## GOAL OF THE EXERCISE
Among the records below, find the lines containing "Münzgasse" and state only how many there are.
——
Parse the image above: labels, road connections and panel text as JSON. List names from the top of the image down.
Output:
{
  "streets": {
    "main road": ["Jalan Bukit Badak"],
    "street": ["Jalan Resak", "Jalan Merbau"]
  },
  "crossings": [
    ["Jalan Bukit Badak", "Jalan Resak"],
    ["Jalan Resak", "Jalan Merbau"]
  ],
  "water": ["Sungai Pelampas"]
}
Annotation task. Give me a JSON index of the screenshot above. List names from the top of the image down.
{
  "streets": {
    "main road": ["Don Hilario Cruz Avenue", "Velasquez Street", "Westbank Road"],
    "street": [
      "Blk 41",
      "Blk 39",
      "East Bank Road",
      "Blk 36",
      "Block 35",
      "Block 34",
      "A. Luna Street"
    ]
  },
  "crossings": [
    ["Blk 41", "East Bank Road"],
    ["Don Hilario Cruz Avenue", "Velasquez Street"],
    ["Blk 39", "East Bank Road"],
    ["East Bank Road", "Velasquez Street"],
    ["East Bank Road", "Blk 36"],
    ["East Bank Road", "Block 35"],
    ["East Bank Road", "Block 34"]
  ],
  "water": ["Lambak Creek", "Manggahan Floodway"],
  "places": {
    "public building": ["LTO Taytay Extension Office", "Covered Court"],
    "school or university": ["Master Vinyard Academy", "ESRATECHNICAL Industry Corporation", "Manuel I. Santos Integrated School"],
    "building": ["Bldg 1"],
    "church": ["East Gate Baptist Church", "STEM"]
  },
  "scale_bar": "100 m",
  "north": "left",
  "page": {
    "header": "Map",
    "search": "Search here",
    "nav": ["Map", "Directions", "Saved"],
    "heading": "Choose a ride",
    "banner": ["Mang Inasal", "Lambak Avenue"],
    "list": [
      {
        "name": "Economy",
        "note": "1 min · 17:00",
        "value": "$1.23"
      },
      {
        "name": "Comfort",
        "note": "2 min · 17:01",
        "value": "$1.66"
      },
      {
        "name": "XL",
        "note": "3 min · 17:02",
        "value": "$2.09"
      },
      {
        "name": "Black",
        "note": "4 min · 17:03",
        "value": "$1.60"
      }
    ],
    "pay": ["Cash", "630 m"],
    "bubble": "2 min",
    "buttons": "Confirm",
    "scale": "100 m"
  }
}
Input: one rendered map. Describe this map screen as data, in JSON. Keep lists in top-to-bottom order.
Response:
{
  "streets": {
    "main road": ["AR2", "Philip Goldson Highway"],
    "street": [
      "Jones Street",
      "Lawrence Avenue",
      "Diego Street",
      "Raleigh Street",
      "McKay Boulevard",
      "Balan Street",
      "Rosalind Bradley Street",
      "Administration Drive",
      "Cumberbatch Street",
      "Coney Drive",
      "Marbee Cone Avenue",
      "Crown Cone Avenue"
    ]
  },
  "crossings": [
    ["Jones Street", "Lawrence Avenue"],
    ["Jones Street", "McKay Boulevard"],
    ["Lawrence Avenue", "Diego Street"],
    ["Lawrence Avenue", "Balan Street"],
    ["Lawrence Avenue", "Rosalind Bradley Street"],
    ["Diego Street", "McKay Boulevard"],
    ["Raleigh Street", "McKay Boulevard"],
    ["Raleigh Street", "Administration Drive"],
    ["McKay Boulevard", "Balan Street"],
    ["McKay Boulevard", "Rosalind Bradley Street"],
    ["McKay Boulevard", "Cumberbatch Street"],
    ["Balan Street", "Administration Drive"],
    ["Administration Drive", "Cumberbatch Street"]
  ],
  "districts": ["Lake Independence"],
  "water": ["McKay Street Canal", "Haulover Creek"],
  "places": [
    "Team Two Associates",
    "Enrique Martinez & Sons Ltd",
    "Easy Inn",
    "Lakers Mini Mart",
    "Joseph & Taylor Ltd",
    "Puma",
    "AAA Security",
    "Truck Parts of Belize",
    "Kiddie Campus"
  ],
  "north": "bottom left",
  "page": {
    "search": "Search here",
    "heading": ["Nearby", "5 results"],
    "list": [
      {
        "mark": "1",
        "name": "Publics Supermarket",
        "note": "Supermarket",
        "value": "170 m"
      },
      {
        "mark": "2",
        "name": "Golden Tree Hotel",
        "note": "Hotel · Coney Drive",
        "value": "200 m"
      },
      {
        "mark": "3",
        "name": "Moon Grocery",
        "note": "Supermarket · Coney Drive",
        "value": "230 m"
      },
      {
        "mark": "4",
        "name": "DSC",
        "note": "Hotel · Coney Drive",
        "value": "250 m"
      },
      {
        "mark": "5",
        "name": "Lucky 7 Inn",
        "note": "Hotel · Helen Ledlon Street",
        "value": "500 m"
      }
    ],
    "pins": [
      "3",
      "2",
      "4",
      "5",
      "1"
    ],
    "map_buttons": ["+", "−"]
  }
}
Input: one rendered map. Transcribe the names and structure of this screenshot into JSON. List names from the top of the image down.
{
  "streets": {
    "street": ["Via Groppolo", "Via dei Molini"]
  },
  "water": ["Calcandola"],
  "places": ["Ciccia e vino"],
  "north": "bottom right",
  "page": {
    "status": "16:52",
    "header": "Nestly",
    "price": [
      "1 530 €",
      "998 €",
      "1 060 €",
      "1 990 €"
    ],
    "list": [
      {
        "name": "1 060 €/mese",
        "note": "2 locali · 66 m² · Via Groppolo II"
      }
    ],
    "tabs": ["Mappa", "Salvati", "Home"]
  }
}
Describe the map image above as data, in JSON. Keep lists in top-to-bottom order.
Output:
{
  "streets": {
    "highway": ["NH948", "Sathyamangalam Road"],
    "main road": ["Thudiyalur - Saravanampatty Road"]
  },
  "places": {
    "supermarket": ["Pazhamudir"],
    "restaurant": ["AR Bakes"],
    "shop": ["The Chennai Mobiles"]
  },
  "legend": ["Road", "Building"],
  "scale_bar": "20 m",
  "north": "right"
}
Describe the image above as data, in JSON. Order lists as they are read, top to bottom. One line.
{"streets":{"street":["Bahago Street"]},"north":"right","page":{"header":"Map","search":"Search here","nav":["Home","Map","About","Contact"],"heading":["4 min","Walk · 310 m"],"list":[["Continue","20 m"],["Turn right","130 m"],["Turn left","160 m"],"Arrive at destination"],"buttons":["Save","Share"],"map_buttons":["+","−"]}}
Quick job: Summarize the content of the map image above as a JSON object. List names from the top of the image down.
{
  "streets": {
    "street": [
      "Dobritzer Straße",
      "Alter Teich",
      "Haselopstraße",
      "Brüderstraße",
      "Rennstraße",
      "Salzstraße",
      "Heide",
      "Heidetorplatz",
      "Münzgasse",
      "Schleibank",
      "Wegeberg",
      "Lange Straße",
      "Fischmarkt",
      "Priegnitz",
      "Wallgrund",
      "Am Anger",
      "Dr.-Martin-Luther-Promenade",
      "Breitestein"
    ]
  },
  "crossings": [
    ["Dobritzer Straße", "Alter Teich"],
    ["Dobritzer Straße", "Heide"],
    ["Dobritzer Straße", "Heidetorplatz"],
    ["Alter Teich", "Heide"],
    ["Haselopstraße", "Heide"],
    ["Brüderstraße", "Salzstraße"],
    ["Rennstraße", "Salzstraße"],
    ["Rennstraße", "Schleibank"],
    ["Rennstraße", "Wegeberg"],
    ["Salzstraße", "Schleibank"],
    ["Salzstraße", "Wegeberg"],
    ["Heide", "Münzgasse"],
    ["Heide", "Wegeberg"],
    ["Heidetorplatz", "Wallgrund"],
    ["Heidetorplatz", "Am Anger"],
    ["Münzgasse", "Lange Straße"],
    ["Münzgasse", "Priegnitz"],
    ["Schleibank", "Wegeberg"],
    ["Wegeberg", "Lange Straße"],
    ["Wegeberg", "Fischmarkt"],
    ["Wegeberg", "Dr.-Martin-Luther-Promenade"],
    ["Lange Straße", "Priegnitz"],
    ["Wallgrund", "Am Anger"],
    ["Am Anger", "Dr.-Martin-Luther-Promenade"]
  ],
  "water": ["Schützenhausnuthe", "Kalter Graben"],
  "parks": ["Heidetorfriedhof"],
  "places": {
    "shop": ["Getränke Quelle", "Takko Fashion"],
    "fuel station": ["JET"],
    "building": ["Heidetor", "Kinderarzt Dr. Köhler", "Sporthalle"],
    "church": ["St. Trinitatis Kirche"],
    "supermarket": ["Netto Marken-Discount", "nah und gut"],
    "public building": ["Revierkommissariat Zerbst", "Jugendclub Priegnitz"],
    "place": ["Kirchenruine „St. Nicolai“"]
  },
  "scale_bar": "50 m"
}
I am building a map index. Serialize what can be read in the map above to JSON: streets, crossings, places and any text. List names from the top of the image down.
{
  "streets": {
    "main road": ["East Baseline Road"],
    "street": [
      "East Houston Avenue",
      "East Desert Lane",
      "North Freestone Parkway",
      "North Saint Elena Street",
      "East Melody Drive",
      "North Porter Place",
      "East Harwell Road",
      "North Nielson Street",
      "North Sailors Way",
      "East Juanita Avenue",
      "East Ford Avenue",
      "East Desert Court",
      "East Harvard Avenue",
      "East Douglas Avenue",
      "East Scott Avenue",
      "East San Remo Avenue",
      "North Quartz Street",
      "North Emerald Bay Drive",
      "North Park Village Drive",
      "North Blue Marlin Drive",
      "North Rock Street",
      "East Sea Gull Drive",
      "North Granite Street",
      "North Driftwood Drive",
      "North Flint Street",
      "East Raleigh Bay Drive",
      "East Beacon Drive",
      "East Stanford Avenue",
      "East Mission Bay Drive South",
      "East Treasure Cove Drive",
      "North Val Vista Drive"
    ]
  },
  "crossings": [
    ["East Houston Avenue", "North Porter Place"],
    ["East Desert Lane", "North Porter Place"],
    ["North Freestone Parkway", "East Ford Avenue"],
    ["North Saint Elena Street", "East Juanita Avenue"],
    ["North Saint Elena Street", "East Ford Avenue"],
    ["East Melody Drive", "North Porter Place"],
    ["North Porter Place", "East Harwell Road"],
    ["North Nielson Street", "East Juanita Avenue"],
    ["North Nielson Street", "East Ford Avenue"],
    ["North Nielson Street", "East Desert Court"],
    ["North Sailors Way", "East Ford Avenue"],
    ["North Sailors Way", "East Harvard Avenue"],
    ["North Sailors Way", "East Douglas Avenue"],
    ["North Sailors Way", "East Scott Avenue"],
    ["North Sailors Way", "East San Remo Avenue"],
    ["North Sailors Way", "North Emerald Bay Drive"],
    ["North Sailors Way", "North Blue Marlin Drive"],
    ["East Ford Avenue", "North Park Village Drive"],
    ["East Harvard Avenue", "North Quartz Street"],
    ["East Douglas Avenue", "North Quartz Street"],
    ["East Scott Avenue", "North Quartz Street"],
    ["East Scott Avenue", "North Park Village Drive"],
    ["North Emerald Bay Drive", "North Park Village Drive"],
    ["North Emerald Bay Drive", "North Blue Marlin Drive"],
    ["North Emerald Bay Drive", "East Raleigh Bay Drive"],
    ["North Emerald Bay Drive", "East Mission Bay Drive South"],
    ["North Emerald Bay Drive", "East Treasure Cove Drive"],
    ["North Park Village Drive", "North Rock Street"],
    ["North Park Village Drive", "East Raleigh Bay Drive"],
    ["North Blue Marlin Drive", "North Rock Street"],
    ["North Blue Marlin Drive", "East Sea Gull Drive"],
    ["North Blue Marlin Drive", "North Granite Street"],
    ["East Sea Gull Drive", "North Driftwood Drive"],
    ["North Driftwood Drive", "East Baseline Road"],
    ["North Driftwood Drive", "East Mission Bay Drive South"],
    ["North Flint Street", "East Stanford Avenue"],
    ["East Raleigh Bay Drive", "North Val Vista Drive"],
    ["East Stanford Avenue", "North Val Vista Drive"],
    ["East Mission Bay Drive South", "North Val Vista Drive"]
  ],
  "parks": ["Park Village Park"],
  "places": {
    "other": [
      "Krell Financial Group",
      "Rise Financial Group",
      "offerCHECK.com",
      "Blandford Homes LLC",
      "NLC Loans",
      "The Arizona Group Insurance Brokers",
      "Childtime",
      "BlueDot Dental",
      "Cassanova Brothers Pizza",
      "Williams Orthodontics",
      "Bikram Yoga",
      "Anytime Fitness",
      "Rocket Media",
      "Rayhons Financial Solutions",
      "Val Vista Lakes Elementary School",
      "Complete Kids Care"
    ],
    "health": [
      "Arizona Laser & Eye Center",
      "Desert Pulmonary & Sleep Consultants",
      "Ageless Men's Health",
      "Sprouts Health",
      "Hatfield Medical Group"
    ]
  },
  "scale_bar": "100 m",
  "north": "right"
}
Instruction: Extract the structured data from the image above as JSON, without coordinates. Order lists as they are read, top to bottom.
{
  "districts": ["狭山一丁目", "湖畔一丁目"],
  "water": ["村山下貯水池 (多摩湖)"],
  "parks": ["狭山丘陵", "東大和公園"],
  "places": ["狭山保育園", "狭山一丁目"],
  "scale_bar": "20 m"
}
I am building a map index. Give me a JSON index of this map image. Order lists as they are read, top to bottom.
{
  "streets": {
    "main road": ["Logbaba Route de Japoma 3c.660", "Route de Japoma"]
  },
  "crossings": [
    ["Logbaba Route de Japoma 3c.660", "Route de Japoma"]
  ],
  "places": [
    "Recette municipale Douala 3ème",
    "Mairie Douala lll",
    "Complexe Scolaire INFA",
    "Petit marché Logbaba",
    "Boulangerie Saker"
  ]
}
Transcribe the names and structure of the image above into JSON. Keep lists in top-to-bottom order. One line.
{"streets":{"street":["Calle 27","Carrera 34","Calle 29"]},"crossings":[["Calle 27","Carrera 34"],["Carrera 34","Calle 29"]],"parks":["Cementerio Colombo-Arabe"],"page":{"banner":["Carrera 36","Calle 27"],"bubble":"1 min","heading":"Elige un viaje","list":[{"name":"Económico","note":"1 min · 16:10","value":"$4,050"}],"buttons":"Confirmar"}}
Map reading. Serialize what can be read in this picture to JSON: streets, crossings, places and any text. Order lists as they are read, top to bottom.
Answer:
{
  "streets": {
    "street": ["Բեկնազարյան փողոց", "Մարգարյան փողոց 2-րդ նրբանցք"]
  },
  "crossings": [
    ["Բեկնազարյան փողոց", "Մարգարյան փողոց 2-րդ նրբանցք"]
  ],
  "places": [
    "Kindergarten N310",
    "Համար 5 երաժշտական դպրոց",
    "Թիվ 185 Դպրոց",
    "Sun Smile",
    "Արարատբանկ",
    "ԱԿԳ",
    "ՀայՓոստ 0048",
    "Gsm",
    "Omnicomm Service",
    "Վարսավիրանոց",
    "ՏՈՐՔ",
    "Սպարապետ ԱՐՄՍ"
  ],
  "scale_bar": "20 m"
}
——
## ANSWER SPACE
4